━━━━━ SUPPLIED MATERIAL

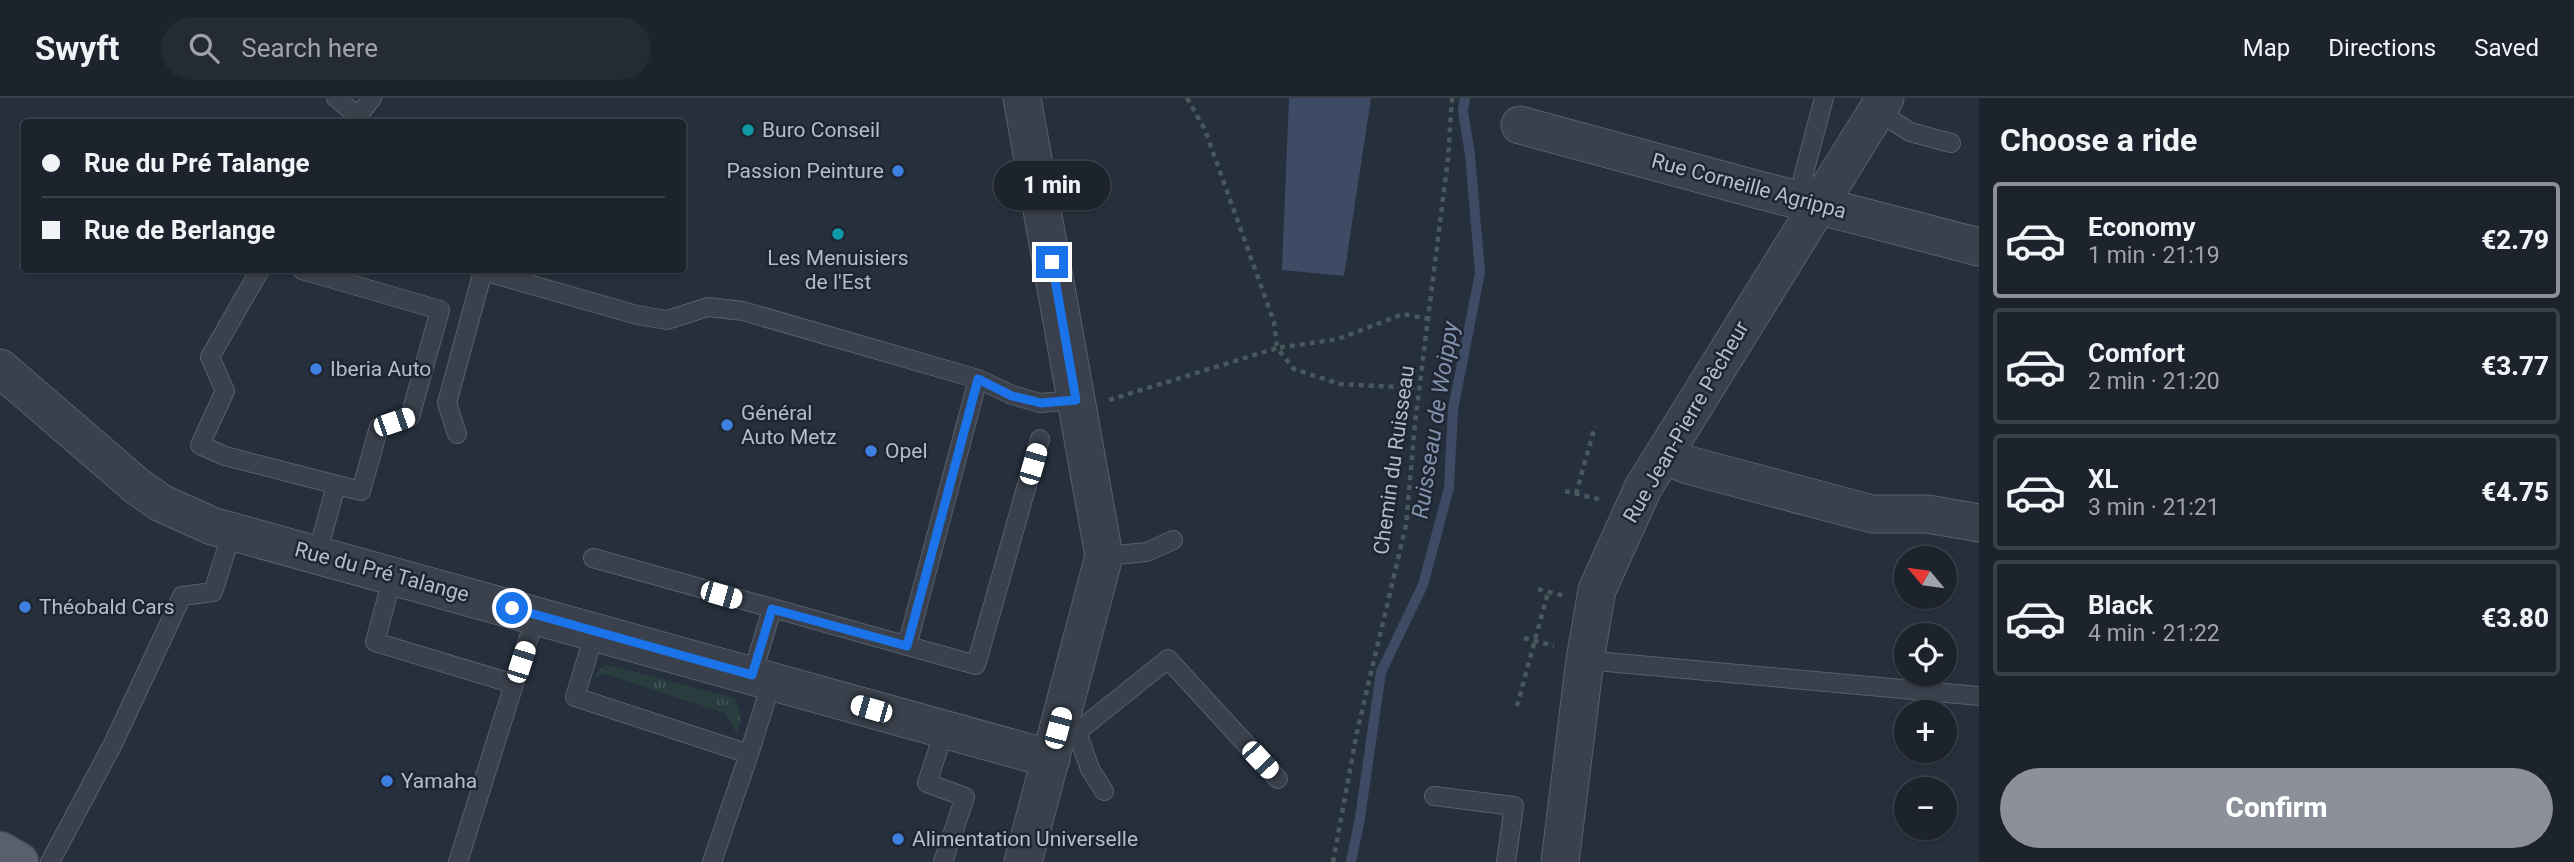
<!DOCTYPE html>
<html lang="en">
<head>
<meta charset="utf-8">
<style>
	:root { --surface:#1c232d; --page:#252b35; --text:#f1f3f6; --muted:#a0a4aa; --line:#3a4049; --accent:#8c9099 }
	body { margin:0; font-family:Roboto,sans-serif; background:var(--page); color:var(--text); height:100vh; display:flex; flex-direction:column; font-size:26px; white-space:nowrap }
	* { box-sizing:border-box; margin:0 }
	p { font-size:23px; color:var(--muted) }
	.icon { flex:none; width:38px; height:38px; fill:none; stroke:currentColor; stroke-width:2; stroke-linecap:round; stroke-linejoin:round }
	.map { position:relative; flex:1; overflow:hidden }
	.drawer { display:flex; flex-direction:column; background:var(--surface); width:595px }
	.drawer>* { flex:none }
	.guide { position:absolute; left:21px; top:21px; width:665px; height:154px; border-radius:7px; box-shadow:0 2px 5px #0004,0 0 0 2px var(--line); display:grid; align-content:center; height:154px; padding:0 21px; background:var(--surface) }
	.needle { width:46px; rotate:299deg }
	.fabs { position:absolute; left:1894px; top:448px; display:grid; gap:14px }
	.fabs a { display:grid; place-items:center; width:63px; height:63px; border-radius:50%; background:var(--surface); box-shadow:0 2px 5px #0004,0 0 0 2px var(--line); font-size:35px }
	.end { position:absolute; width:32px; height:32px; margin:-16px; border:9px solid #1a73e8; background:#fff; box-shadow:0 0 0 4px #fff }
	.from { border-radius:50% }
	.bubble { position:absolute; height:49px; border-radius:24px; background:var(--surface); box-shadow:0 2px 5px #0004,0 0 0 2px var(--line); font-size:23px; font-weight:800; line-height:49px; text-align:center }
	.car { position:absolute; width:21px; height:42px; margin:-21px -10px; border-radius:9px; box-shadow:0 0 5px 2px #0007; background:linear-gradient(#fff 24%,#345 0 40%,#fff 0 76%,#345 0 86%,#fff 0) }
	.guide b { display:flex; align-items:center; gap:24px; height:66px; font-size:26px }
	.guide b+b { border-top:2px solid var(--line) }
	.guide i { width:18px; height:18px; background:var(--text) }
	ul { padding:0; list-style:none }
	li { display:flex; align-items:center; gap:21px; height:116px; margin:0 14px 10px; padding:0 7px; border:4px solid var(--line); border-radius:7px }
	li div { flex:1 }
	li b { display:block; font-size:26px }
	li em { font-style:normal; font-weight:800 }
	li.current { border-color:var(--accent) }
	li>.icon { width:63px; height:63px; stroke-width:1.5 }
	h2 { padding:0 21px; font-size:32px; line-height:84px }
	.button { display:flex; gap:14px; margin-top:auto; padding:14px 21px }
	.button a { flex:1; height:80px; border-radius:42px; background:var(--accent); color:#fff; font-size:28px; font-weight:800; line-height:80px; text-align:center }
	header { display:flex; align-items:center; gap:42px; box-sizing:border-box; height:98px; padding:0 35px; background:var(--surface); border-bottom:2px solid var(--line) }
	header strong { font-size:33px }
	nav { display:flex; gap:38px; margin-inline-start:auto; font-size:24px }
	.search { width:490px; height:63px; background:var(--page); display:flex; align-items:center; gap:18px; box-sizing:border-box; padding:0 24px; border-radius:38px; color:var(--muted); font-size:26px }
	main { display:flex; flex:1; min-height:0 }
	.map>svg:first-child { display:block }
	.grass { fill:url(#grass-tufts) }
	.water { fill:#3d4c64 }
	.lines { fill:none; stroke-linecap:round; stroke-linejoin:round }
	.stream { stroke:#3d4c64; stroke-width:10 }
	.service-casing { stroke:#585f6b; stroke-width:20 }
	.minor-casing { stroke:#585f6b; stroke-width:39 }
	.primary-casing { stroke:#434a56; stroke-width:41 }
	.path { stroke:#48595c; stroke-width:4.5; stroke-dasharray:5 5; stroke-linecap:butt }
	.service { stroke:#3a414c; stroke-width:18 }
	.minor { stroke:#3a414c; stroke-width:37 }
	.primary { stroke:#58606c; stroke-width:38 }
	.route { stroke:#1a73e8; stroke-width:9 }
	.culture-dot { fill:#0f9aa8; stroke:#1f2632; stroke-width:2.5 }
	.shop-dot { fill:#3f7fe0; stroke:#1f2632; stroke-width:2.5 }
	.labels { text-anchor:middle; stroke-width:5; stroke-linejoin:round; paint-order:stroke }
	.poi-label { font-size:21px; fill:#b6bcc8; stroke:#1f2632; text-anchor:start }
	.street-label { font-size:21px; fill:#b6bcc8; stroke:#1f2632 }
	.water-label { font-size:23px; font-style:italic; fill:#8092ad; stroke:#1f2632 }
</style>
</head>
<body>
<header>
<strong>Swyft</strong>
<div class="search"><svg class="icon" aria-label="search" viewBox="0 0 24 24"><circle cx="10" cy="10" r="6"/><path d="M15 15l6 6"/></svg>Search here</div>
<nav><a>Map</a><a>Directions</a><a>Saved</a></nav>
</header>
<main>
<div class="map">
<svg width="1979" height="764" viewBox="0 0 1979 764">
	<defs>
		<pattern id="grass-tufts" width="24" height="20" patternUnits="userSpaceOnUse" patternTransform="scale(1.75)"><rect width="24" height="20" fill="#293c3e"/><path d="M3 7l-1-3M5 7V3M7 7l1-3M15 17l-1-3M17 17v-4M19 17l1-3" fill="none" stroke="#465658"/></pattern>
	</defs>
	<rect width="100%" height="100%" fill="#262f3c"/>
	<path class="grass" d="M607,567l128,33 6,15 -4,21 -12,-21 -120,-39 -11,4 4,-7z"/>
	<path class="water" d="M1289,0h82l-27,178 -62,-6z"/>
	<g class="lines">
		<path class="stream" d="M1351,764l9,-44 21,-146 42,-87 26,-97 4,-79 27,-136 -10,-118 -7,-45 2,-12"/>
		<defs>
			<path id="service" d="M336,0l22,18 14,-18
				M1877,13l33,21 41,11
				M1818,106l-15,-27 21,-79
				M260,172l-50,87 15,34 -25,54 25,11 136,35 18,-64 31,-10 30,-107 -138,-40
				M457,336l-10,-31 36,-132 154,44 30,5 41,-13 35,4 235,68 34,16 28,8 36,-3
				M317,457l19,-70
				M1104,458l43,-4 26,-12
				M593,460l383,107 64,-226
				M393,477l-18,67 139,42 22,-69
				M595,534l-20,65 174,57 23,-73
				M907,548l71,-267
				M1585,562l394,36
				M752,577l20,-66
				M1065,631l12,3 13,37 14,22
				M1077,634l91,-73 110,120
				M1434,698l80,10 -8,56
				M50,764l63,-118 69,-148 31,-4 19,-60
				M458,764l56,-178
				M712,764l37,-108
				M943,764l22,-65 -38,-14 18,-54"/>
			<path id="minor" d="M1022,0l82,458 -81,306
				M1520,27l239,65 220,57
				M0,270l138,119 23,16 51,23 839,233
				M1664,357l24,10 184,49h56l51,9
				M1560,764l25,-202 12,-70 46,-102 242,-390"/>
			<path id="primary" d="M0,753l19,11"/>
		</defs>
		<use href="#service" class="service-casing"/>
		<use href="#minor" class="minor-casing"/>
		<use href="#primary" class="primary-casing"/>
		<path class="path" d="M1187,0l18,32 69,192 3,26 61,-9 65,-25 26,5
			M1109,302l168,-52 17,21 46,15 79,4
			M1565,393l37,9
			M1576,396l19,-68
			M1538,491l26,7
			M1524,540l30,8
			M1517,608l31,-114
			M1333,764l24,-130 49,-207 9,-102 33,-265 4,-60"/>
		<use href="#service" class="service"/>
		<use href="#minor" class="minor"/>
		<use href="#primary" class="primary"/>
	</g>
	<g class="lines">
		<path class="route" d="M512,510l240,67 20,-66 135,37 71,-267 34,17 29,7 35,-3 -24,-138"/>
	</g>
	<g class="culture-dot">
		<circle cx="748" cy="32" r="7"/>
		<circle cx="838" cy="136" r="7"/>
	</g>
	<g class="shop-dot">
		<circle cx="898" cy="73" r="7"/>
		<circle cx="316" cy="271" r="7"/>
		<circle cx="727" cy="327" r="7"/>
		<circle cx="871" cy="353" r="7"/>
		<circle cx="25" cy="509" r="7"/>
		<circle cx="387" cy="683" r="7"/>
		<circle cx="898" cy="741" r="7"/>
	</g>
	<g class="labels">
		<g class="poi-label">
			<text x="762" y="39">Buro Conseil</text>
			<text x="884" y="80" text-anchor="end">Passion Peinture</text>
			<text x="838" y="167" text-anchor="middle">Les Menuisiers<tspan x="838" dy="24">de l'Est</tspan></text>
			<text x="330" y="278">Iberia Auto</text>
			<text x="741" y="322">Général<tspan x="741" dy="24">Auto Metz</tspan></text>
			<text x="885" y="360">Opel</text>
			<text x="39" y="516">Théobald Cars</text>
			<text x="401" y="690">Yamaha</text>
			<text x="912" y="748">Alimentation Universelle</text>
		</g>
		<g class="street-label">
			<text transform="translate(1749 88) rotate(15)" y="7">Rue Corneille Agrippa</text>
			<text transform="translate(1686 324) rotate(-60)" y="7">Rue Jean-Pierre Pêcheur</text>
			<text transform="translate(1394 362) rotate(-82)" y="7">Chemin du Ruisseau</text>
			<text transform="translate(382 474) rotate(15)" y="7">Rue du Pré Talange</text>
		</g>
		<g class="water-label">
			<text transform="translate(1435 322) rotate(-81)" y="8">Ruisseau de Woippy</text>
		</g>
	</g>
</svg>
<div class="fabs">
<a><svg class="needle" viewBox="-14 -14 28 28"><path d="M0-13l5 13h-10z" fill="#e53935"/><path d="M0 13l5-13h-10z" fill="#a0a4aa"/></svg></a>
<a><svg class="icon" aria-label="locate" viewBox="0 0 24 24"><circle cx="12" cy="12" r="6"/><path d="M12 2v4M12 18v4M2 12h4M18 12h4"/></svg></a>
<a>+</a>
<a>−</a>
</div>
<i class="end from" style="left:512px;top:510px"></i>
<i class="end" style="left:1052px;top:164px"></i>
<div class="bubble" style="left:994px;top:63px;width:116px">1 min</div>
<i class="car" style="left:394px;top:324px;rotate:71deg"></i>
<i class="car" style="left:1033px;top:366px;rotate:16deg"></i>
<i class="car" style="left:721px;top:497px;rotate:106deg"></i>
<i class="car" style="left:521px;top:564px;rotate:18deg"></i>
<i class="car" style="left:871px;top:611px;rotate:286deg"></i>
<i class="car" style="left:1058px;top:630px;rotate:15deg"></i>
<i class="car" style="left:1260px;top:662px;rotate:137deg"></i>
<div class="guide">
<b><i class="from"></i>Rue du Pré Talange</b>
<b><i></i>Rue de Berlange</b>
</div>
</div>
<section class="drawer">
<h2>Choose a ride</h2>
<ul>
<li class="current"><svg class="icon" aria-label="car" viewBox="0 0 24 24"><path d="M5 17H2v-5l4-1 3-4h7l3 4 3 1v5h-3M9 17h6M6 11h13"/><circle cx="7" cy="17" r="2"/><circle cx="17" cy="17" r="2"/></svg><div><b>Economy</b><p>1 min · 21:19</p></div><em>€2.79</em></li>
<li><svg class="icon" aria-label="car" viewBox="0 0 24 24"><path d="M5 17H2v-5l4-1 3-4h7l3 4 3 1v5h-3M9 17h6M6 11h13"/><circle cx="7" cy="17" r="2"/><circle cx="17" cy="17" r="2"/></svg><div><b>Comfort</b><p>2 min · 21:20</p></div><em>€3.77</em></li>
<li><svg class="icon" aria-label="car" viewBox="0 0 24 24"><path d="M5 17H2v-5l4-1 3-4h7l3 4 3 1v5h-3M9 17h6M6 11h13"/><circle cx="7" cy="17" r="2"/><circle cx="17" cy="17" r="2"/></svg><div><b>XL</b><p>3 min · 21:21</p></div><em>€4.75</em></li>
<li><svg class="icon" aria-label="car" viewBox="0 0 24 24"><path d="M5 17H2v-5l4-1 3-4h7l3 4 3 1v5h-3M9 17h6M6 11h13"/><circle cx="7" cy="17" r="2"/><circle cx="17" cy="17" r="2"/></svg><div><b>Black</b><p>4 min · 21:22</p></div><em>€3.80</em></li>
</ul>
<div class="button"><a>Confirm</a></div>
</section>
</main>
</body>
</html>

━━━━━━━━━━

■ **TASK INSTRUCTIONS**: Exactly reproduce the lines that run from the first line of the listing above to the line containing "flex:none; width:38px; height:38px;", including both; omit the pictures.

■ **SOLVED PROBLEM**:
<!DOCTYPE html>
<html lang="en">
<head>
<meta charset="utf-8">
<style>
	:root { --surface:#1c232d; --page:#252b35; --text:#f1f3f6; --muted:#a0a4aa; --line:#3a4049; --accent:#8c9099 }
	body { margin:0; font-family:Roboto,sans-serif; background:var(--page); color:var(--text); height:100vh; display:flex; flex-direction:column; font-size:26px; white-space:nowrap }
	* { box-sizing:border-box; margin:0 }
	p { font-size:23px; color:var(--muted) }
	.icon { flex:none; width:38px; height:38px; fill:none; stroke:currentColor; stroke-width:2; stroke-linecap:round; stroke-linejoin:round }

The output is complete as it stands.